━━━━━ RECORDS PROVIDED

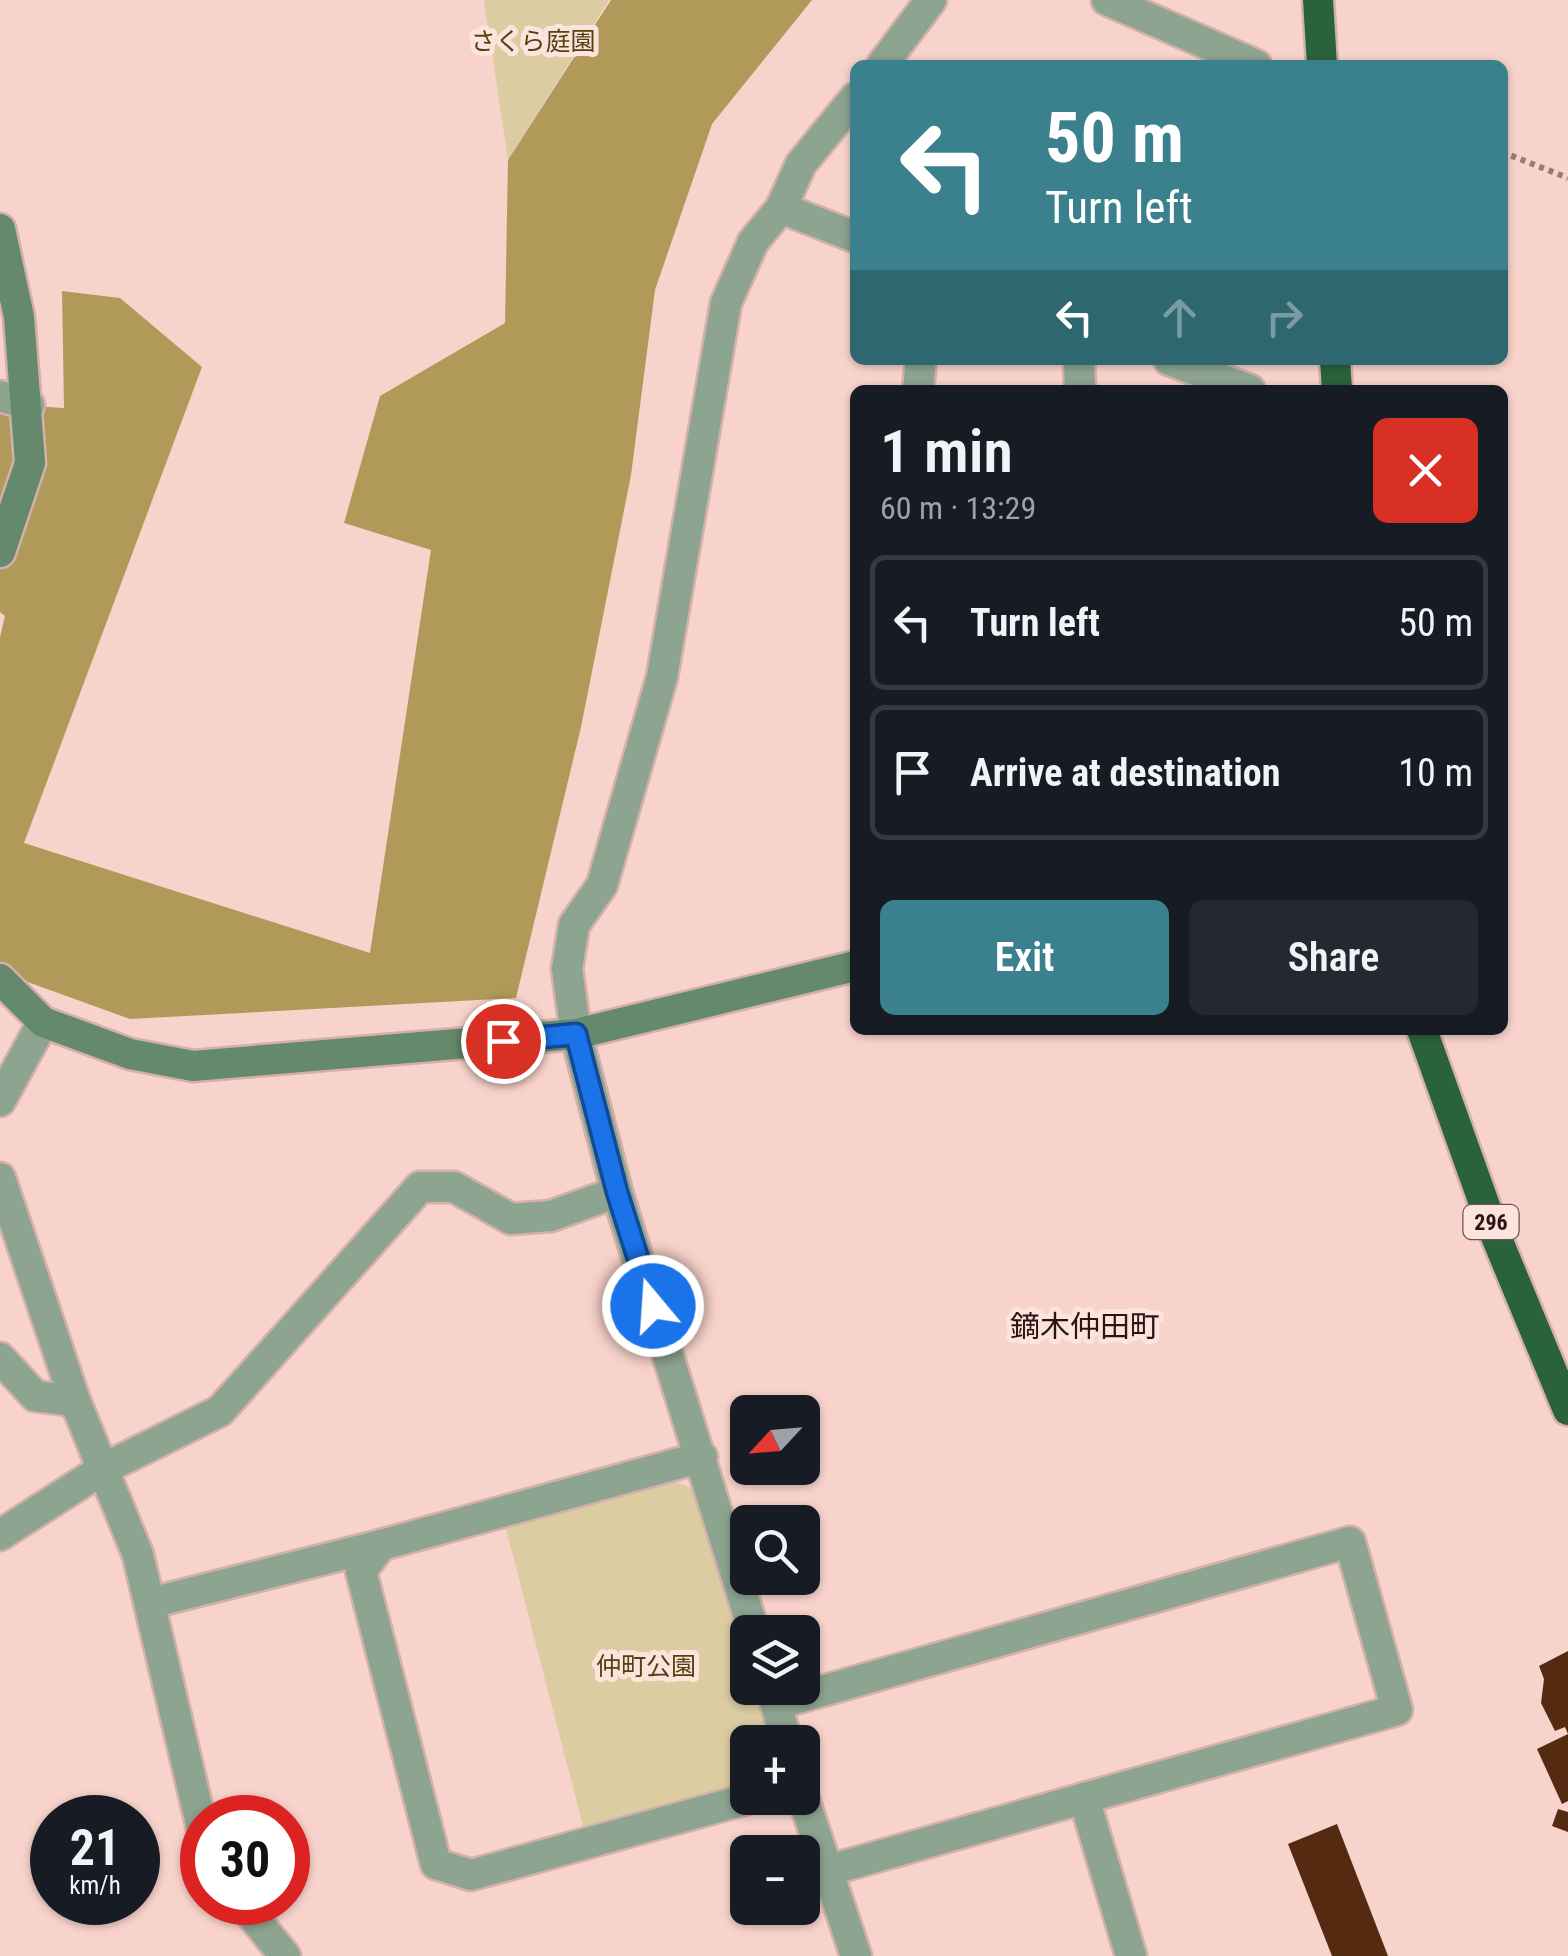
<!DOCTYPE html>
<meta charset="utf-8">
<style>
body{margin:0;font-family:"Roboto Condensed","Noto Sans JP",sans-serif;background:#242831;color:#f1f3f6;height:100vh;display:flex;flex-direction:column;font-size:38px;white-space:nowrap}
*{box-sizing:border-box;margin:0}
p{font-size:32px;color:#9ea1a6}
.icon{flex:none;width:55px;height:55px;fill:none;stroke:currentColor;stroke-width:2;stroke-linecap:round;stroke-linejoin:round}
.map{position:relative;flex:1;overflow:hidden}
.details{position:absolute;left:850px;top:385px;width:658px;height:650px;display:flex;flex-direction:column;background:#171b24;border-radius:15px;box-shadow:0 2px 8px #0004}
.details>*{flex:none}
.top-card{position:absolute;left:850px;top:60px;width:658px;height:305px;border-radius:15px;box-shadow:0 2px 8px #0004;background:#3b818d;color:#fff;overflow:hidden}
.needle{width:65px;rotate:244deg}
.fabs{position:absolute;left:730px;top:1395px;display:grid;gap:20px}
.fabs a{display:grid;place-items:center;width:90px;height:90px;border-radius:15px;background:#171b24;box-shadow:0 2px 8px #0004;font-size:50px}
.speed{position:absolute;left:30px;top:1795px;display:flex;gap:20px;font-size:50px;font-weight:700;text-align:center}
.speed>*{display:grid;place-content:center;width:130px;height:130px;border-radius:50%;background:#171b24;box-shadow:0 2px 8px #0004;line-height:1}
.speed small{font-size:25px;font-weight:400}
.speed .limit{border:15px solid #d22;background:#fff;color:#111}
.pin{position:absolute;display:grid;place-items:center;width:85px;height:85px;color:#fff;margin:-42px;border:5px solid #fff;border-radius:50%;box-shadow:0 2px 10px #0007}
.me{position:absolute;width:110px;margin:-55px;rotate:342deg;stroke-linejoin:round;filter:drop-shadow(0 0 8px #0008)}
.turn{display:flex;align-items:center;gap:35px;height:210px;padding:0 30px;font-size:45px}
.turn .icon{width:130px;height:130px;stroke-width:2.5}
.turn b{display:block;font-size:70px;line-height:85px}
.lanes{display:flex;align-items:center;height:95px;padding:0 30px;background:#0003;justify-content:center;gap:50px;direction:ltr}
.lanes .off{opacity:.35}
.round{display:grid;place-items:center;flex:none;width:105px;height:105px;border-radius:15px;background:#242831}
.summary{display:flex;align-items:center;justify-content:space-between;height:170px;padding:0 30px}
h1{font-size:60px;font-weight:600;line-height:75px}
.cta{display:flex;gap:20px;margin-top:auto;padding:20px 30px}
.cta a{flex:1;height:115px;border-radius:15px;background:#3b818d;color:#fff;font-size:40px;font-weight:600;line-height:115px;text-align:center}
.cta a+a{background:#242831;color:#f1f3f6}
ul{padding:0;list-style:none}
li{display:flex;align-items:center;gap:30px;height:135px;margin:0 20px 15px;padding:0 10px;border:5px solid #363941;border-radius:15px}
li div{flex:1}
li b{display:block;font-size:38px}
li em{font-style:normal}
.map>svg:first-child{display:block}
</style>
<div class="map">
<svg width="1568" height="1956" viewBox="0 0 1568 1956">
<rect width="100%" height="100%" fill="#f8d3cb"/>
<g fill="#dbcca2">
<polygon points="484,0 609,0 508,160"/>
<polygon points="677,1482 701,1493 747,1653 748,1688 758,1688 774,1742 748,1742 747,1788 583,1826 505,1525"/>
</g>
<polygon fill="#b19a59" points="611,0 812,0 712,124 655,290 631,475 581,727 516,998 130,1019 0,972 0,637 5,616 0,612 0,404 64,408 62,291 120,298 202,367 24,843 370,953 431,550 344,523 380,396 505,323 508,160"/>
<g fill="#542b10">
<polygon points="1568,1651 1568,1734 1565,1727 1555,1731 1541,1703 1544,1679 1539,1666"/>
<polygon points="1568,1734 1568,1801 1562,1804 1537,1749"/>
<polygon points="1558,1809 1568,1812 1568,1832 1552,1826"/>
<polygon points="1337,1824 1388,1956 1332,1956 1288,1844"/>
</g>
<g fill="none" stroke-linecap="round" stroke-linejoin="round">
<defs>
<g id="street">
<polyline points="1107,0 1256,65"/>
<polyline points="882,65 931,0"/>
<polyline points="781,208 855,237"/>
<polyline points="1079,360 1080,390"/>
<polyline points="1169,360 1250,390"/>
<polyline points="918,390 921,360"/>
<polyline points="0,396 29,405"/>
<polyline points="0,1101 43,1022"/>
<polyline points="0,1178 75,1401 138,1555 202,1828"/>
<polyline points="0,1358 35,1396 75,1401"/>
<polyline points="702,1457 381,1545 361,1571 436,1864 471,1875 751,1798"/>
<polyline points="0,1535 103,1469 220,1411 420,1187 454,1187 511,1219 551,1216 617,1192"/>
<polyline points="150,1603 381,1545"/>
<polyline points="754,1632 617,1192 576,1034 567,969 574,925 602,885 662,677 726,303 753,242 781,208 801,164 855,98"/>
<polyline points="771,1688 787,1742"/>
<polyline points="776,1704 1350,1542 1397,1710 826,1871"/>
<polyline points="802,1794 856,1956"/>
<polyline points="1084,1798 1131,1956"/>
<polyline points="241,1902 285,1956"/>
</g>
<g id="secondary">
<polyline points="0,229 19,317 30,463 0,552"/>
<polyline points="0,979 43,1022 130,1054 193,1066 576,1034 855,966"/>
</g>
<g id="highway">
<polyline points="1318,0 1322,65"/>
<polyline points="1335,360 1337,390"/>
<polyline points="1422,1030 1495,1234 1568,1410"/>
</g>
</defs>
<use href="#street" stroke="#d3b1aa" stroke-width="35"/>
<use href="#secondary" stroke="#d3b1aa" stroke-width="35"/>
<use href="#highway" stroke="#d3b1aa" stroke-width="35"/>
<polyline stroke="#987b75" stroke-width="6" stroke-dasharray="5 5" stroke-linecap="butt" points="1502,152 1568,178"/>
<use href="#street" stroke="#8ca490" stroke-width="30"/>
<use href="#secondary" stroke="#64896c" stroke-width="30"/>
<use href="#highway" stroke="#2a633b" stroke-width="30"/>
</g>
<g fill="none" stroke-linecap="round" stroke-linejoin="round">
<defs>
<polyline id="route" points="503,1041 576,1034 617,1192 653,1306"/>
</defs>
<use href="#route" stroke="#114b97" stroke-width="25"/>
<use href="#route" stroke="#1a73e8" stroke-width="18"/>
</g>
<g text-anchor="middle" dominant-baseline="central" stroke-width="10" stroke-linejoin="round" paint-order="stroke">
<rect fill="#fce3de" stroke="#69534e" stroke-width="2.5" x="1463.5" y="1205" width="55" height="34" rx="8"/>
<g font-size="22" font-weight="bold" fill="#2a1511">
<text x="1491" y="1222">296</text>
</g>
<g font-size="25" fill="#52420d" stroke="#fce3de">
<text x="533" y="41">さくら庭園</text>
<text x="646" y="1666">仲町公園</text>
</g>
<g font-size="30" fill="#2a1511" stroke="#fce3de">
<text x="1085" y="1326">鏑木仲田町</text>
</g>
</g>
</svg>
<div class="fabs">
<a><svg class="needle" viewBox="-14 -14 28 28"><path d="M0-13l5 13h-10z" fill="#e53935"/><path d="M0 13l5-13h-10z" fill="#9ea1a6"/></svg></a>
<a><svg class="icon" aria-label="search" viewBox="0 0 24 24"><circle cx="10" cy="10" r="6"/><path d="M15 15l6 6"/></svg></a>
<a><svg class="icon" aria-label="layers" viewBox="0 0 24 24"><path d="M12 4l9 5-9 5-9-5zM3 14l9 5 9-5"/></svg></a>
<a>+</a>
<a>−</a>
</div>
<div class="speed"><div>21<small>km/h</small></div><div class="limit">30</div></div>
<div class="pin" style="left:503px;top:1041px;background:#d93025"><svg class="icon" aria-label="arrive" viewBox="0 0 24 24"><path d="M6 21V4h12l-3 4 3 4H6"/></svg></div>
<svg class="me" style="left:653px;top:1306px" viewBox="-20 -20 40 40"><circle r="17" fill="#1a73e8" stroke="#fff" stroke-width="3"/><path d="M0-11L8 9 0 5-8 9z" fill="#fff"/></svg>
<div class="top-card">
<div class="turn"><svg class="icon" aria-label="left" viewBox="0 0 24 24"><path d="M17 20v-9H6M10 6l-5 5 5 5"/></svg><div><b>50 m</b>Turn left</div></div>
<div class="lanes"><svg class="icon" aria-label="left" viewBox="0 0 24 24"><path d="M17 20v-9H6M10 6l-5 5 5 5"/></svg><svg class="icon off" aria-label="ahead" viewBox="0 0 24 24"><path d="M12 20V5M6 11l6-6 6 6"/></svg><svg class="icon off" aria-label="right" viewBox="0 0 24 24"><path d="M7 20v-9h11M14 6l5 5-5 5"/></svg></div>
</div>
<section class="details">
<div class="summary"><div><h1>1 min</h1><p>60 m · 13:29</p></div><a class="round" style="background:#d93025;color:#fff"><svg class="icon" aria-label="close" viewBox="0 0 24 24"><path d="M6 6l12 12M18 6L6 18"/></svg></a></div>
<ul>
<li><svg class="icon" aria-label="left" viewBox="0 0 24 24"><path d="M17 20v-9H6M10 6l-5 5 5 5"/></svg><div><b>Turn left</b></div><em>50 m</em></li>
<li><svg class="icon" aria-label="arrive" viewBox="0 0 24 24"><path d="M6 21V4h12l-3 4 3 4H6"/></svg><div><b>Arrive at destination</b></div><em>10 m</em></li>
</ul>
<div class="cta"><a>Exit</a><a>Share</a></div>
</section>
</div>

━━━━━━━━━━

◆ **WHAT IS BEING ASKED**:
Search the listing for the word "rotate", and copy every line in which it is found.

◆ **OUTPUT BELOW**:
.needle{width:65px;rotate:244deg}
.me{position:absolute;width:110px;margin:-55px;rotate:342deg;stroke-linejoin:round;filter:drop-shadow(0 0 8px #0008)}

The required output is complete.